狐狸重新拿起竹筷,繼續吃面,她一邊吃面,一邊去看賀清來的神色。
夜風急,寒風呼嘯,吹得小廚房的門闆都哐哐作響,屋外的雪還沒消盡,這麼冷的冬日,一旦日暮,就不會有人再從這邊經過了。
但這些和屋内的人沒有關系。狐狸大口吃面,小鼠們一邊吃一邊誇贊:“賀清來的手藝真好!”“好香啊···能不能天天吃面···”

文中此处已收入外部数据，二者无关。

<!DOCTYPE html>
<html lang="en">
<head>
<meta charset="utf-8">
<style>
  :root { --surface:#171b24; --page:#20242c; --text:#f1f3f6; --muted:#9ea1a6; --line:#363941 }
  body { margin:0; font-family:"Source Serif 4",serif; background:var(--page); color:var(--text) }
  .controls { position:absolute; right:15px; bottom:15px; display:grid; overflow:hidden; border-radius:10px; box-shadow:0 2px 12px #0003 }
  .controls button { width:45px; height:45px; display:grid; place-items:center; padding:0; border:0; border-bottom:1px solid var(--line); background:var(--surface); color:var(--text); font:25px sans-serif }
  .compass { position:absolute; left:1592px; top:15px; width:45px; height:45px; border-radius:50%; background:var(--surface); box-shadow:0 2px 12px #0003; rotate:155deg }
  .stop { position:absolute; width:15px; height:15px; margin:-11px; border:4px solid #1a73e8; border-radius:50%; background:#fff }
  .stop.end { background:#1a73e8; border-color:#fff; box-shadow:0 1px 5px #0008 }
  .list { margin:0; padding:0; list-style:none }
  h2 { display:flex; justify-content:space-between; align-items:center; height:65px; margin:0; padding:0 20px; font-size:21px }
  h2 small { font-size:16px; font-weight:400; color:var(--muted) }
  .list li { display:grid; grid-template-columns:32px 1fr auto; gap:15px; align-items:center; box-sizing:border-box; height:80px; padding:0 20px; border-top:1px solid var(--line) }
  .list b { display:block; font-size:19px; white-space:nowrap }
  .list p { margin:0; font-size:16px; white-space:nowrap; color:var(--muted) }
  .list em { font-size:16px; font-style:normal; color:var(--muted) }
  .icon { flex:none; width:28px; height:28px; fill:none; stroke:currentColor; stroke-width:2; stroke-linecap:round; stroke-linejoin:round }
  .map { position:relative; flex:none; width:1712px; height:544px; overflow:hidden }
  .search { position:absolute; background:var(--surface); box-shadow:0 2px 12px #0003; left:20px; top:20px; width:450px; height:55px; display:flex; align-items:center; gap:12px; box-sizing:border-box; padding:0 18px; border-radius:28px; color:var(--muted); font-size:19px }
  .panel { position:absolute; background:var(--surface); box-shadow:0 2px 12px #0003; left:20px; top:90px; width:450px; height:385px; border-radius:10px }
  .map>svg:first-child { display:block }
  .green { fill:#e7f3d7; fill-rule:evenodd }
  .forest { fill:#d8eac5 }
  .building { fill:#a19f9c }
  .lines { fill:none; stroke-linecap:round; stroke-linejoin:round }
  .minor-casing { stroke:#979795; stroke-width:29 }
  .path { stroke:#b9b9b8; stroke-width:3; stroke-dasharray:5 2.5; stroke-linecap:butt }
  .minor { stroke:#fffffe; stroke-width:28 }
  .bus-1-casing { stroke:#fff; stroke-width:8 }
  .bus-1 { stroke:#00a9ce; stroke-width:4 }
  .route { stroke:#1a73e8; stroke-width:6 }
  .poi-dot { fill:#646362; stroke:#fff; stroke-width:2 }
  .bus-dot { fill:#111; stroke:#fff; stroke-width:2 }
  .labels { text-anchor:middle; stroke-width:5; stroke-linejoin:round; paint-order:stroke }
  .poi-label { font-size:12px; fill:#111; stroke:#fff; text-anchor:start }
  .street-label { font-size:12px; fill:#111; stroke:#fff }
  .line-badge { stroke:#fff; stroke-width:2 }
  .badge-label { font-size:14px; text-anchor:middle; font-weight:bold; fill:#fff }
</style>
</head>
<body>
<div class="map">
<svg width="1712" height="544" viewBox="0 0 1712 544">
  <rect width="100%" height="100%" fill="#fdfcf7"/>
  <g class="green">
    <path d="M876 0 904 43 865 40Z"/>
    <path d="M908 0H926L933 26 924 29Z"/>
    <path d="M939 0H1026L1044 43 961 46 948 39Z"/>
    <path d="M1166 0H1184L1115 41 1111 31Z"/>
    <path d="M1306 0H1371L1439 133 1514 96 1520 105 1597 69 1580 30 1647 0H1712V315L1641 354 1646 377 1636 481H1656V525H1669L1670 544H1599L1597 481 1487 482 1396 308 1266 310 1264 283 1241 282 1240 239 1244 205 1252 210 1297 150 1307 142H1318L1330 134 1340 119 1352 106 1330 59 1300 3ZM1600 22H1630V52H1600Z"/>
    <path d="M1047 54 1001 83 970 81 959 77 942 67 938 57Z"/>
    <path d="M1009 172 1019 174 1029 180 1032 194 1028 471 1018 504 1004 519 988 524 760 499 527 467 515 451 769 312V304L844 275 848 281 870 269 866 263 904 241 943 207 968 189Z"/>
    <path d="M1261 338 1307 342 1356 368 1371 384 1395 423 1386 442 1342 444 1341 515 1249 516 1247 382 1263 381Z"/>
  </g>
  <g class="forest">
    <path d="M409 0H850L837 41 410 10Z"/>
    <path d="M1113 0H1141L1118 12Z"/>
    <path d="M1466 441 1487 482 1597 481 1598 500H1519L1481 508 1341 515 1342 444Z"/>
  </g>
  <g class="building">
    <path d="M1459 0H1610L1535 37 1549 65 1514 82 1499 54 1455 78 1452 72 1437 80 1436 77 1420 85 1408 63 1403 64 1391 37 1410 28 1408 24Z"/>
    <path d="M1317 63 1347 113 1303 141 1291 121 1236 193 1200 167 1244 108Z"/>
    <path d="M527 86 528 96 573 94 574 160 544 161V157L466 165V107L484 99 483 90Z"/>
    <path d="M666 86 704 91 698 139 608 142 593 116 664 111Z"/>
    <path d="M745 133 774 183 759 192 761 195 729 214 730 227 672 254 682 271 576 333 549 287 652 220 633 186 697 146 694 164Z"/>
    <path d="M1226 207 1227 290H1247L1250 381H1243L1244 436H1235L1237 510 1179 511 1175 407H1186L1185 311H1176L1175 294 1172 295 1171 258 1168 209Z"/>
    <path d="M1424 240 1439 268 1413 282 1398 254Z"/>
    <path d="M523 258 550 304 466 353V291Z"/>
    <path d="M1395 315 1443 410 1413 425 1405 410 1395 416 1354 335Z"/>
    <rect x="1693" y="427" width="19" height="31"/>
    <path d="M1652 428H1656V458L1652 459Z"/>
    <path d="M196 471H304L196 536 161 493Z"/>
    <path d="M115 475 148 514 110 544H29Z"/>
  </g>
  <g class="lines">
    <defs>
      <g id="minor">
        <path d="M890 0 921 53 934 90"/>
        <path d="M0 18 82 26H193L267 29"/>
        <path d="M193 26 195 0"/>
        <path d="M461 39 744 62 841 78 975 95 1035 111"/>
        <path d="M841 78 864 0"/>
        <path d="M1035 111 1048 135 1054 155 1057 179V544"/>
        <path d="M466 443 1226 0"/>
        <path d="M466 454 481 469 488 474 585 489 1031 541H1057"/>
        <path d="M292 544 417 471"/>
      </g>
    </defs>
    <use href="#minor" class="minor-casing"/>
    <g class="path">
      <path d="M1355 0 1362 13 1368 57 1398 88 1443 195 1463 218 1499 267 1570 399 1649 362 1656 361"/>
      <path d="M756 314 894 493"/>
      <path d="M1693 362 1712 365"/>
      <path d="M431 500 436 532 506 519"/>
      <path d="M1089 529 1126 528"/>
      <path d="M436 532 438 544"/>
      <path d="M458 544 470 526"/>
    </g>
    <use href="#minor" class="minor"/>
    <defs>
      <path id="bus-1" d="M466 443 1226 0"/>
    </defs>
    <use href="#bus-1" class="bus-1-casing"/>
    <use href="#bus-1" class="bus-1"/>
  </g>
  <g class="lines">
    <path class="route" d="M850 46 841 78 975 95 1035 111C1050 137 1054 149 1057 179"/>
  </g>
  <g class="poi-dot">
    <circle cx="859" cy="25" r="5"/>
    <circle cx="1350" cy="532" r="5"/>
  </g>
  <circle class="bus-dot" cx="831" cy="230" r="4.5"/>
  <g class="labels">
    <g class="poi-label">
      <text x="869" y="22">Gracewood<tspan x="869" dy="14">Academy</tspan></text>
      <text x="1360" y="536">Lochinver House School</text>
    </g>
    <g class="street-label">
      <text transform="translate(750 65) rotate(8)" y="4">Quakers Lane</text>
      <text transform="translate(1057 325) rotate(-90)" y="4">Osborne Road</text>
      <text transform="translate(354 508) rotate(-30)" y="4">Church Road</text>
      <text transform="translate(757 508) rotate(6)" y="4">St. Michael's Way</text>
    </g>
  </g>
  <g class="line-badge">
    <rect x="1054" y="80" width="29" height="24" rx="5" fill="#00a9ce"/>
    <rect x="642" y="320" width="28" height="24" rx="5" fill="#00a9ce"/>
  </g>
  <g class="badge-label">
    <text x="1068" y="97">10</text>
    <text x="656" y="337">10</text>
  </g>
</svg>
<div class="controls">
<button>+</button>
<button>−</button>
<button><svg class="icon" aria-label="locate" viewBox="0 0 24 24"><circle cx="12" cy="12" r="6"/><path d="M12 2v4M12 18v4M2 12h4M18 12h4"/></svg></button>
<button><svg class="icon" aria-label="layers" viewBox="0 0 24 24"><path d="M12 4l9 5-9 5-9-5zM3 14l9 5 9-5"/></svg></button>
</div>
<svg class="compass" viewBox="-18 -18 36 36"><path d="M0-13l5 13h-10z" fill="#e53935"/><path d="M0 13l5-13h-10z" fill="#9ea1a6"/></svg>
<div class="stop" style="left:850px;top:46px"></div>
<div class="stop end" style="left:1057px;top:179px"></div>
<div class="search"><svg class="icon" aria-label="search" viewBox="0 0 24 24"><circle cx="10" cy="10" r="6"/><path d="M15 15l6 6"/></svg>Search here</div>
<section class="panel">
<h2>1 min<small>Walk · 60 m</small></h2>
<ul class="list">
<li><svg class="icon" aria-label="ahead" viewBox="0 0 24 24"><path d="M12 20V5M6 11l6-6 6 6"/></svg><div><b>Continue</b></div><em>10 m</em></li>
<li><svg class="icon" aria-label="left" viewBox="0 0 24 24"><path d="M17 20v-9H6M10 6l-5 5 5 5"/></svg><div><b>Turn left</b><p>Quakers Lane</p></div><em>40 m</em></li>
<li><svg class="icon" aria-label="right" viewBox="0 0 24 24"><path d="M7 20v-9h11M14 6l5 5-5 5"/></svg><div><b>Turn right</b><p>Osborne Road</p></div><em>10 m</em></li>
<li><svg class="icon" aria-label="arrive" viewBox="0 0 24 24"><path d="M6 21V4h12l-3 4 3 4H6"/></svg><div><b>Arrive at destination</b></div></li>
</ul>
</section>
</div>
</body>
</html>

狐狸咽下口中的面,含糊地向賀清來傳達衆鼠誇贊,少年眉眼含笑,認真地聽着。
燈火的光芒猶如春日最暖的太陽,潑灑下一片暖意。屋子裡很熱鬧。
賀清來忽然垂下了眼睫,鴉青色的長睫微微扇動,狐狸忽然住嘴,小鼠們還在叽叽喳喳。
她輕輕靠近少年,歪下腦袋,看向賀清來的眼眸:“···賀清來,你哭了嗎?”
熱氣氤氲,少年的眼尾微紅,眼中含着一層薄薄水光,他抿唇,微微搖頭:“···沒有,屋子裡太暖和了。”
小鼠們關切地聚上來,圍成一圈,蟬娘問:“賀清來,你怎麼了?”
“賀清來,你有傷心事嗎?”小晏問。
狐狸一一轉述。
少年俯低身子,看着眼前一圈的小鼠,很認真地答複:“我沒事,我沒有傷心事。”
怎麼會有傷心事呢?明明一年比一年好。